News-Info-Alerts

Re: Joint Focus in Personnel Recovery

To: ALL

From: Andi Wolos & Bob Necci

(POW-MIA InterNetwork)

Date: September 26, 2002

"Joint Focus Sought In Personnel Recovery

Pentagon urges service leaders to combine rescue, intelligence efforts

by Elizabeth G. Book

A heightened pace of military operations and the nature of the threats confronting U.S. troops call for improvements in personnel rescue techniques and equipment, said officials.
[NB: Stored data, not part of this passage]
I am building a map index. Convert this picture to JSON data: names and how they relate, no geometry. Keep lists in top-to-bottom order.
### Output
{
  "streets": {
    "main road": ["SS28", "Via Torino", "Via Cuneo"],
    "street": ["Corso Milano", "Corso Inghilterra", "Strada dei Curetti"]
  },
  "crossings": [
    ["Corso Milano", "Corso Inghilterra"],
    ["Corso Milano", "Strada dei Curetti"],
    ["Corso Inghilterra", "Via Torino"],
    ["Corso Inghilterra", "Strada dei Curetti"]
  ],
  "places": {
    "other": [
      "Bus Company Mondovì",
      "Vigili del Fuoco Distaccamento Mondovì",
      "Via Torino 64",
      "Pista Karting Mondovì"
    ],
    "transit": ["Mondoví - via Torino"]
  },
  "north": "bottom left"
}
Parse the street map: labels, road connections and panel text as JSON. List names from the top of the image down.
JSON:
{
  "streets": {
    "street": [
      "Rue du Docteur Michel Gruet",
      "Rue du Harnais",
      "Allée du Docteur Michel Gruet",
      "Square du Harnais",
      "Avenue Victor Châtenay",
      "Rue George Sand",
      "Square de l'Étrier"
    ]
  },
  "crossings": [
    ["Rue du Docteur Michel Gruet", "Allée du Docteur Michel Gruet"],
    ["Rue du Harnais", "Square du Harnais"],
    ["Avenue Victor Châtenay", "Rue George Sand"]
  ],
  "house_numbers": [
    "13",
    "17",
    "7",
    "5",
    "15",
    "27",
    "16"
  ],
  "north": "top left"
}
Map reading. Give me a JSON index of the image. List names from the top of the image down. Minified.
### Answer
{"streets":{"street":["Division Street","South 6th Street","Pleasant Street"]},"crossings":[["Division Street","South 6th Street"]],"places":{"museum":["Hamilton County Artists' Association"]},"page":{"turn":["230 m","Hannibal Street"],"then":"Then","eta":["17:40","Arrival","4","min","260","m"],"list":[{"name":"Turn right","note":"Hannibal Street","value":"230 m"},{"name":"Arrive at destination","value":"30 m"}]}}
Although each service has specially-trained personnel recovery forces, the Pentagon is pushing for joint tactics and procedures. A new multi-service computer program to manage personnel recovery missions, for example, is now in use, and a new Defense Intelligence Agency analytic cell has been established to work cooperatively on personnel recovery issues.

“Personnel recovery is critical to our nation and to our forces. It also denies the enemy a key source of intelligence,” said Air Force Maj. Gen. Victor Renuart, director of operations for the U.S. Central Command, which has responsibility for the war in Afghanistan.

He spoke at a conference sponsored by the Defense Prisoner of War/Missing in Action Office (DPMO) and the National Defense Industrial Association.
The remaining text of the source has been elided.